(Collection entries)
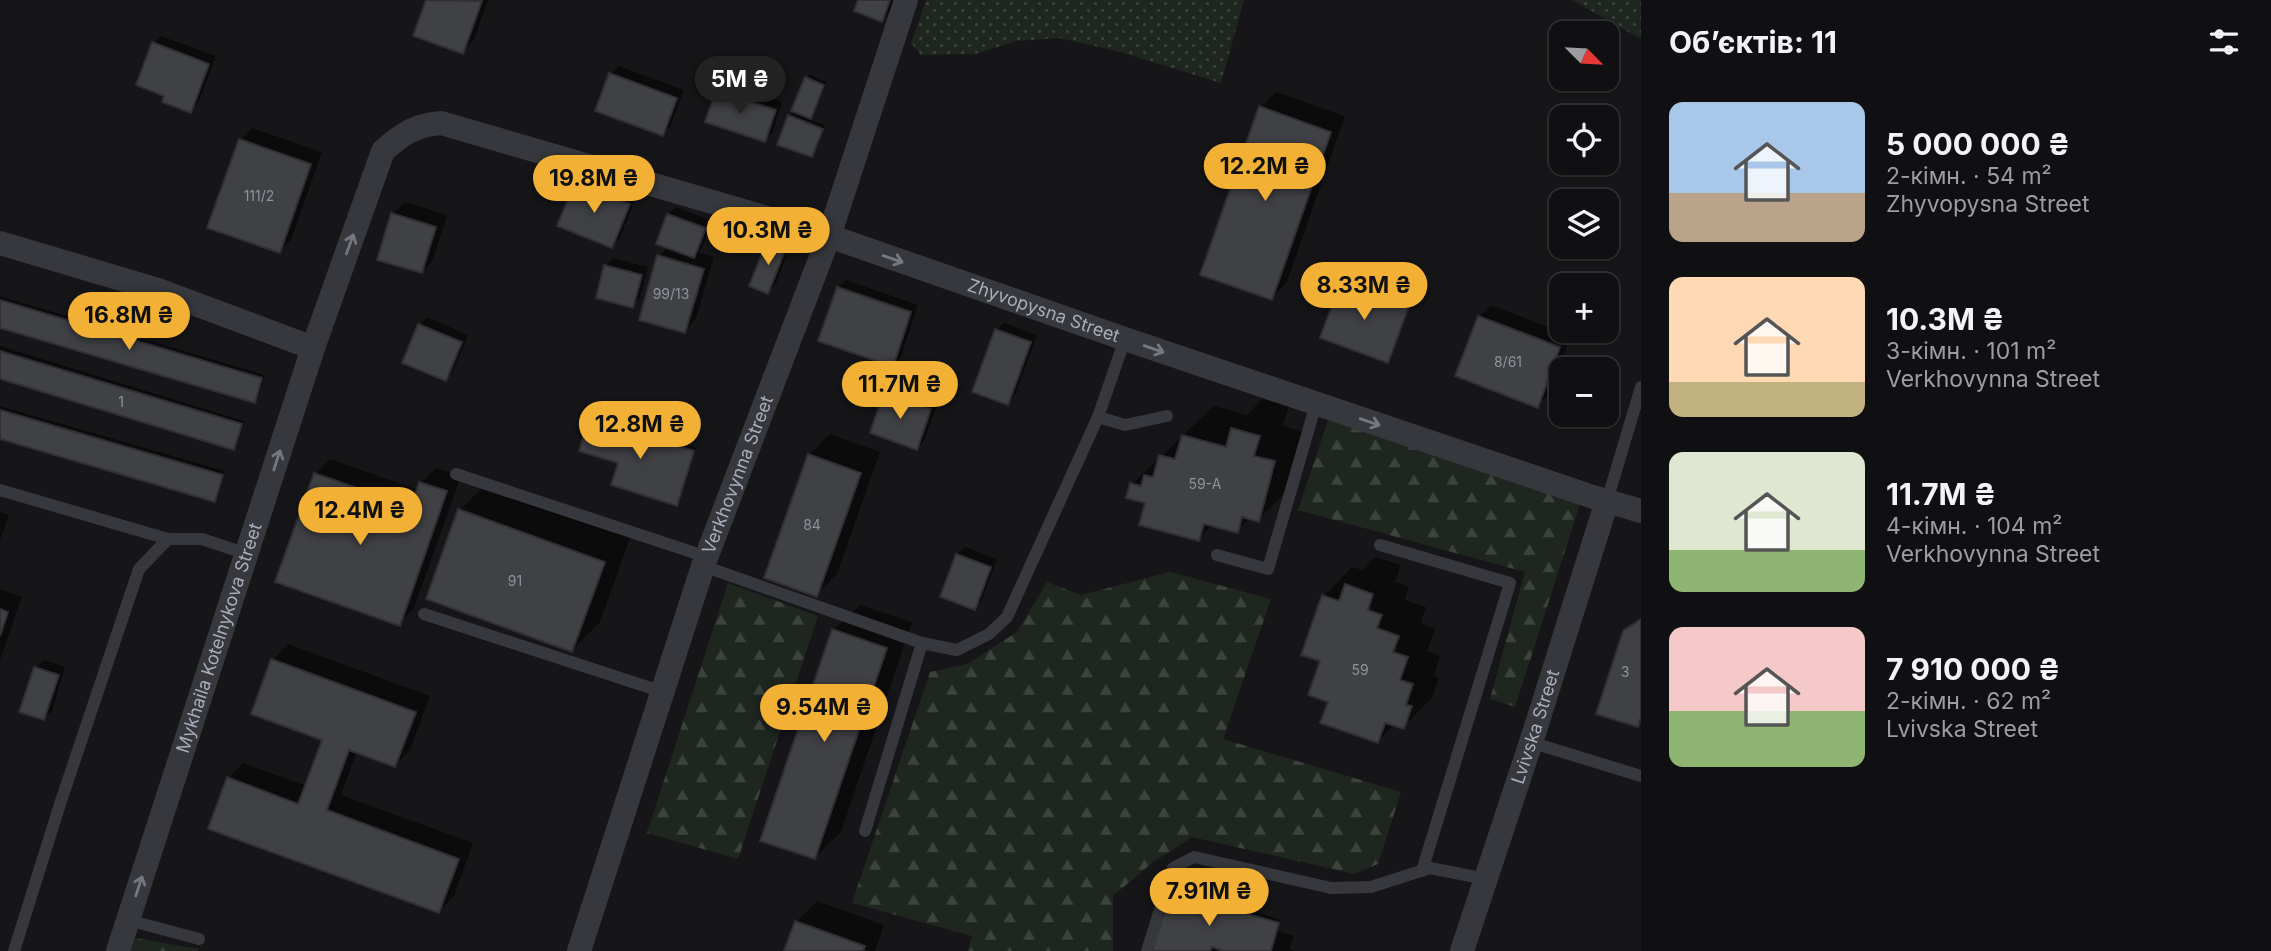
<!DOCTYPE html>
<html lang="uk">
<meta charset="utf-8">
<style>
:root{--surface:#101012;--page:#19191b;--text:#f1f3f6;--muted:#9c9d9f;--line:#303032;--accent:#f2b134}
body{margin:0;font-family:Inter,sans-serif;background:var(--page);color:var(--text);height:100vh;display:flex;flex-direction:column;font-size:26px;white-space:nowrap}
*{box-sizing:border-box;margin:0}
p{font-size:23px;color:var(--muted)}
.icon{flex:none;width:38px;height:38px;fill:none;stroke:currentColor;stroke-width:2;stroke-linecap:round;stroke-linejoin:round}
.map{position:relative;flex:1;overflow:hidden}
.side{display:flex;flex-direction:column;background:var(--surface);width:630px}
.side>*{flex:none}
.needle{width:46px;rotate:114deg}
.fabs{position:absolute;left:1549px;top:21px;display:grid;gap:14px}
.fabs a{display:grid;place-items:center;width:70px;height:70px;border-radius:14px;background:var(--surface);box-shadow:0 2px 5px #0004,0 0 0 2px var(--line);font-size:35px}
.price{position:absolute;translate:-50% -60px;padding:0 16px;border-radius:24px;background:var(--accent);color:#111;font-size:23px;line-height:46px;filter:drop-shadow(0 2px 4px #0008)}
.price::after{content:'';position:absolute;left:50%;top:42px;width:21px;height:16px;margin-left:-10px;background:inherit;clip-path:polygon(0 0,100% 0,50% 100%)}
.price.selected{background:#222;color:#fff}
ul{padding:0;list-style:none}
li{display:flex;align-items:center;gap:21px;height:175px;padding:0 28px}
li span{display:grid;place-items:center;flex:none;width:196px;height:140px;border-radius:14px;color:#555}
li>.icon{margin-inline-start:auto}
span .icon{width:84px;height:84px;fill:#fffc;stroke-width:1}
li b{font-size:30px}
h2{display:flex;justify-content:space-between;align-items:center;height:84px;padding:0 28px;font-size:30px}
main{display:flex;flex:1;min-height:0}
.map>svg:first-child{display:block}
.forest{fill:url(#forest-firs)}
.park{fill:url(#park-dots)}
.shadow{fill:#0007}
.building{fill:#404145;stroke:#303034;stroke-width:2}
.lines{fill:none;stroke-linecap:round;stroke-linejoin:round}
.lane{stroke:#37383d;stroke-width:12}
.street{stroke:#37383d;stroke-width:24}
.oneway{stroke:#757881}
.labels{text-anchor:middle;stroke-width:7;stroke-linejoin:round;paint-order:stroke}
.number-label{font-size:14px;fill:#8e929b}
.street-label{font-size:18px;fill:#a8adb8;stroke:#111113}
</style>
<main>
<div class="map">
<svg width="1641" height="951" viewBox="0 0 1641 951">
<defs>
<pattern id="forest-firs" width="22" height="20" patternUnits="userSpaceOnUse" patternTransform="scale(1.75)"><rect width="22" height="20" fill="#1e261f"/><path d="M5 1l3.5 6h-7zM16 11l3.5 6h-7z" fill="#3c433d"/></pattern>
<pattern id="park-dots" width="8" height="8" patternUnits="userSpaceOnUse" patternTransform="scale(1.75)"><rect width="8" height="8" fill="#1e261f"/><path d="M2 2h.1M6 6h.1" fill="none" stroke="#3c433d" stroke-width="1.8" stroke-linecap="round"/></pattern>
</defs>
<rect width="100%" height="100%" fill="#161618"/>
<!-- forest -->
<g class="forest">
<path d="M1328 420 1580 504 1515 707 1490 699 1525 572 1298 510Z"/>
<path d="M1170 572 1271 599 1223 739 1401 792 1378 864 1355 874 1192 837 1152 863 1113 896V951H968L972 936 852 903 930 672 967 664 1017 632 1047 582 1081 595Z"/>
<path d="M728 583 818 616 738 859 647 833Z"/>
<path d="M135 938 199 949 198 951H131Z"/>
</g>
<!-- park -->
<g class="park">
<path d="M926 0H1244L1221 83 1120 52 1060 38 1017 41 975 54 921 55 911 43Z"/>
<path d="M1572 0H1641V39Z"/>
</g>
<!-- shadow -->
<g class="shadow">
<path d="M428 0H488L474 40 462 52 415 35Z"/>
<path d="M860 0H894L889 12 882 20Z"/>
<path d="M161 36 216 56 198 103 190 111 166 95 154 43Z"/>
<path d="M619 66 684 90 670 127 662 134 611 74Z"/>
<path d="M810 75 827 82 814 113 808 119 825 125 815 152 812 155 789 116 795 110 806 78Z"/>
<path d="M725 83 782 102 773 132 765 140 717 91Z"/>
<path d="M1276 92 1345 116 1287 282 1272 298 1261 107Z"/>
<path d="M252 128 322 152 291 240 279 251 240 140Z"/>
<path d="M584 175 636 196 620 238 612 246 576 183Z"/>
<path d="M405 202 447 215 433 260 422 272 393 214Z"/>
<path d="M676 207 712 221 702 248 698 252 714 257 696 319 684 331 659 256 668 247V215Z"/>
<path d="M776 234 792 240 776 284 768 292V242Z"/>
<path d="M613 258 648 267 640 298 632 306 606 266Z"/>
<path d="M1346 278 1411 302 1391 357 1388 361 1342 282Z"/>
<path d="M846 280 918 305 901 357 893 365 838 288Z"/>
<path d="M0 296 265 375 258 398 254 401 0 326Z"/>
<path d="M1491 305 1571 336 1549 394 1537 406 1479 317Z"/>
<path d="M427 317 468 335 453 371 445 379 420 325Z"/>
<path d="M1004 323 1037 335 1015 395 1007 403 996 330Z"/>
<path d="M0 346 244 421 237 445 233 448 0 377Z"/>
<path d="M893 385 938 401 924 441 916 448 886 393Z"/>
<path d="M1262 399 1289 406 1283 426 1304 432 1288 490 1258 520 1250 518 1237 531 1213 524 1198 539 1147 502 1132 484 1214 406 1247 415Z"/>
<path d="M0 406 225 471 218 497 214 500 0 437Z"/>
<path d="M594 416 696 448 680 500 676 504 620 462 591 419Z"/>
<path d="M830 434 880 452 837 574 816 595 809 455Z"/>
<path d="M330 459 418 490 421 483 436 468 461 476 414 608 399 624 315 474Z"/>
<path d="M489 481 632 533 600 622 572 650 460 510Z"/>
<path d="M0 512 9 515 0 540Z"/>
<path d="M965 547 997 559 982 600 974 608 957 555Z"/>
<path d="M1375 557 1401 565 1395 582 1409 586 1405 600 1426 607 1421 623 1435 629 1427 651 1440 656 1434 676 1439 678 1432 698 1403 727 1395 724 1378 741 1330 701 1322 660 1324 596 1352 567 1362 570Z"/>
<path d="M0 589 22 597 0 660Z"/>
<path d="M860 605 912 622 841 832 815 857 834 630Z"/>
<path d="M288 644 430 696 410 750 395 765 357 751 341 795 473 843 454 896 439 911 228 778 243 763 307 786 324 739 253 713 273 660Z"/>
<path d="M44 660 65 667 52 711 44 718 36 668Z"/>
<path d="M1173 887 1281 920 1278 931 1294 936 1290 949 1295 951H1150Z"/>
<path d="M817 901 884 925 875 951H786L796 922Z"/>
</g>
<!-- building -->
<g class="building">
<path d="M426 0 482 1 463 54 413 36Z"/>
<path d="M858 0H890L882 22 854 11Z"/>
<path d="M152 42 209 64 191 113 162 102 164 96 136 85Z"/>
<path d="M609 73 677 98 663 136 595 111Z"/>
<path d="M805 77 824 85 811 119 791 111Z"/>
<path d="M716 90 776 110 765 142 705 122Z"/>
<path d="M1259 106 1331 132 1272 300 1200 275Z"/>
<path d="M788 115 823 129 812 157 777 145Z"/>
<path d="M239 139 311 164 280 253 207 228Z"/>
<path d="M575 182 630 204 612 248 557 226Z"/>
<path d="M391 213 436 227 422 273 377 260Z"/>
<path d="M667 214 706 228 694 258 656 244Z"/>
<path d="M767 241 786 248 768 294 749 286Z"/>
<path d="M657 255 704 269 685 333 639 320Z"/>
<path d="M604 265 642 275 633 308 596 298Z"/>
<path d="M1341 281 1409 306 1388 363 1320 338Z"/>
<path d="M837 287 911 312 893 367 818 341Z"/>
<path d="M0 300 262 378 255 403 0 328Z"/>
<path d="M1478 316 1560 347 1538 408 1455 376Z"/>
<path d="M418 324 462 342 446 381 402 363Z"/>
<path d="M995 329 1031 342 1008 405 972 392Z"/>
<path d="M0 351 242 424 234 450 0 379Z"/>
<path d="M884 392 931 409 917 450 870 433Z"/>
<path d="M0 410 223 475 215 502 0 439Z"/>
<path d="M589 418 694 451 677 506 611 485 618 463 579 451Z"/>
<path d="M1231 428 1260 436 1254 456 1275 461 1259 522 1242 517 1238 533 1204 524 1199 541 1139 525 1145 503 1126 498 1130 483 1141 486 1144 475 1153 477 1159 455 1175 459 1182 435 1226 447Z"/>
<path d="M808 454 861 473 817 597 764 578Z"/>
<path d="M314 473 411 507 419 482 447 491 400 626 275 582Z"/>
<path d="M458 509 605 562 572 652 426 599Z"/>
<path d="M956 554 991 567 975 610 940 597Z"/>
<path d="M1345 584 1373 594 1368 610 1382 615 1377 628 1399 636 1393 652 1408 657 1400 680 1413 684 1406 705 1412 706 1404 729 1385 723 1378 743 1320 723 1328 702 1308 695 1320 661 1301 655 1322 595 1339 601Z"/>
<path d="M0 609 8 612 0 636Z"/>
<path d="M1641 619V717L1638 727 1596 714 1623 631Z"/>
<path d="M832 629 887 648 815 859 760 841Z"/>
<path d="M271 659 416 712 395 767 349 750 327 810 459 859 439 913 208 829 227 777 298 804 322 740 251 714Z"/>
<path d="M34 667 59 675 44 720 19 712Z"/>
<path d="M1168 890 1279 923 1271 951H1223L1212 947 1210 951H1148Z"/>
<path d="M795 921 865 946 863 951H784Z"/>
</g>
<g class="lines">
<!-- lane -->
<g class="lane">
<path d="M1125 339 1098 417 1125 425 1167 416"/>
<path d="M456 474 707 557"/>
<path d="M0 490 168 539"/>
<path d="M1607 501 1641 387"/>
<path d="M1380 545 1510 583 1422 871"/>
<path d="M1217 555 1268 569 1316 404"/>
<path d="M703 566 922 643 957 650 989 634 1007 617 1098 417"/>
<path d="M424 614 663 692"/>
<path d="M1530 742 1641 776"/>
<path d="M865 831 922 643"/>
<path d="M128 920 199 939"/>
<path d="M14 951 61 801 139 569 168 539H202L247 554"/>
<path d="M1147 951 1173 868 1194 857 1331 888 1371 887 1430 868 1486 879"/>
</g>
<!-- street -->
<g class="street">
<path d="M0 243 158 290 313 348"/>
<path id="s1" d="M118 951 313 348 383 151C402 134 415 125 441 123L829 236 1125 339 1593 497 1641 511"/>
<path id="s2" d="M579 951 703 566 829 236 906 0"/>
<path id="s3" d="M1462 951 1535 730 1607 501"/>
</g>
</g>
<!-- one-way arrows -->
<defs><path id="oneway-shaft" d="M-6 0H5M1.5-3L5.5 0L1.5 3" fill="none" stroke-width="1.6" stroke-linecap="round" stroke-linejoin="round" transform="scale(1.75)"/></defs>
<g class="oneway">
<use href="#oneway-shaft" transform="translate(350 244) rotate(-70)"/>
<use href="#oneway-shaft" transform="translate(893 259) rotate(19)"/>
<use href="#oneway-shaft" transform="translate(1154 349) rotate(19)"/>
<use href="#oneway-shaft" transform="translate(1370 422) rotate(19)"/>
<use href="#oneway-shaft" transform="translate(277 460) rotate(-72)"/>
<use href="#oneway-shaft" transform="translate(139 886) rotate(-72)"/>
</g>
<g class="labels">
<!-- number labels -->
<g class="number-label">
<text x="259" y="201">111/2</text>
<text x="671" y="299">99/13</text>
<text x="1508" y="367">8/61</text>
<text x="121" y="407">1</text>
<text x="1205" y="489">59-А</text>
<text x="812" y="530">84</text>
<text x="515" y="586">91</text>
<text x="1360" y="675">59</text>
<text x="1625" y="677">3</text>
</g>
<!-- street labels -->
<g class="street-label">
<text dy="6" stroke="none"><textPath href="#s1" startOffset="1540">Zhyvopysna Street</textPath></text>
<text dy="6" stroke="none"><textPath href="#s2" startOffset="502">Verkhovynna Street</textPath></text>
<text dy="6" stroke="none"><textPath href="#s1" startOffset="329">Mykhaila Kotelnykova Street</textPath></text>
<text dy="6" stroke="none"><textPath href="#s3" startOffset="236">Lvivska Street</textPath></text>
</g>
</g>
</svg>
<div class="fabs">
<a><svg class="needle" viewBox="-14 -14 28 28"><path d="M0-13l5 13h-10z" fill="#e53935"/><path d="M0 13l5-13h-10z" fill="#9c9d9f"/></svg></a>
<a><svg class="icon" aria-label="locate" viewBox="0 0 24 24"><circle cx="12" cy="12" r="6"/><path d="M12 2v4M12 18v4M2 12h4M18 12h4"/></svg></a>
<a><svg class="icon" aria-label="layers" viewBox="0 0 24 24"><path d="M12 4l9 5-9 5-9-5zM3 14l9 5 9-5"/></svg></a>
<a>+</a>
<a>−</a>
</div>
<b class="price selected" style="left:740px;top:116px">5M ₴</b>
<b class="price" style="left:1265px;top:203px">12.2M ₴</b>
<b class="price" style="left:594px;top:215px">19.8M ₴</b>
<b class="price" style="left:768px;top:267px">10.3M ₴</b>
<b class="price" style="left:1364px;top:322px">8.33M ₴</b>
<b class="price" style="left:129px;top:352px">16.8M ₴</b>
<b class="price" style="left:900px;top:421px">11.7M ₴</b>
<b class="price" style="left:640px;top:461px">12.8M ₴</b>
<b class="price" style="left:360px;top:547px">12.4M ₴</b>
<b class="price" style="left:824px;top:744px">9.54M ₴</b>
<b class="price" style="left:1209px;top:928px">7.91M ₴</b>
</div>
<section class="side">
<h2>Об’єктів: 11<svg class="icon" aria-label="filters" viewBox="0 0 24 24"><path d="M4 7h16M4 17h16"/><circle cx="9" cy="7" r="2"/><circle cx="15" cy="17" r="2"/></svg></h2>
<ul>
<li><span style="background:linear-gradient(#a9c7e8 65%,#b9a48a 0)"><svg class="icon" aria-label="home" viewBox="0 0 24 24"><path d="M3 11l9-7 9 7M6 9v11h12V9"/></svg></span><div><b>5 000 000 ₴</b><p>2-кімн. · 54 m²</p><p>Zhyvopysna Street</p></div></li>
<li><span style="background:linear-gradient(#ffd9b3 75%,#c2b280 0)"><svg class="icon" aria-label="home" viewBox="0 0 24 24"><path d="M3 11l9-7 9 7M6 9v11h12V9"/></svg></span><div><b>10.3M ₴</b><p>3-кімн. · 101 m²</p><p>Verkhovynna Street</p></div></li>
<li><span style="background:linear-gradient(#dfe7d0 70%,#8fb573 0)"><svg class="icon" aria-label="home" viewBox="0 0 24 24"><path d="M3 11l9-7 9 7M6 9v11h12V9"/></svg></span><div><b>11.7M ₴</b><p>4-кімн. · 104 m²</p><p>Verkhovynna Street</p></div></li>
<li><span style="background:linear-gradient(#f6c9c9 60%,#8fb573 0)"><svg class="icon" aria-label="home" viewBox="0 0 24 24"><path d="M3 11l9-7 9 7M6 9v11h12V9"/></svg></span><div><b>7 910 000 ₴</b><p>2-кімн. · 62 m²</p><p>Lvivska Street</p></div></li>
</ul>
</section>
</main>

TASK DESCRIPTION: Each line above where the word "lines" occurs should be returned in full.

FINISHED EXERCISE:
.lines{fill:none;stroke-linecap:round;stroke-linejoin:round}
<g class="lines">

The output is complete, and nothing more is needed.